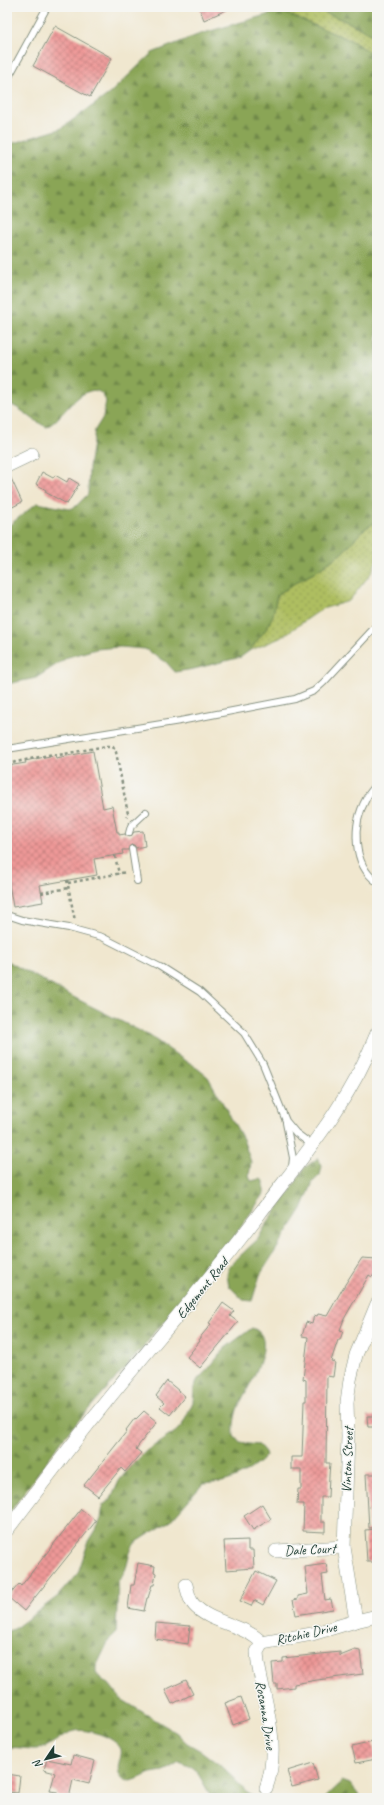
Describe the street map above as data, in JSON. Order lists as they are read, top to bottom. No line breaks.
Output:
{"streets":{"street":["Edgemont Road","Vinton Street","Dale Court","Ritchie Drive","Rosanna Drive"]},"crossings":[["Vinton Street","Dale Court"],["Vinton Street","Ritchie Drive"],["Ritchie Drive","Rosanna Drive"]],"north":"bottom left"}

- WHAT YOU ARE ASKED TO DO
Without changing a word, retype the data above and omit its pictures.

- SOLVED PROBLEM
Describe the street map above as data, in JSON. Order lists as they are read, top to bottom. No line breaks.
Output:
{"streets":{"street":["Edgemont Road","Vinton Street","Dale Court","Ritchie Drive","Rosanna Drive"]},"crossings":[["Vinton Street","Dale Court"],["Vinton Street","Ritchie Drive"],["Ritchie Drive","Rosanna Drive"]],"north":"bottom left"}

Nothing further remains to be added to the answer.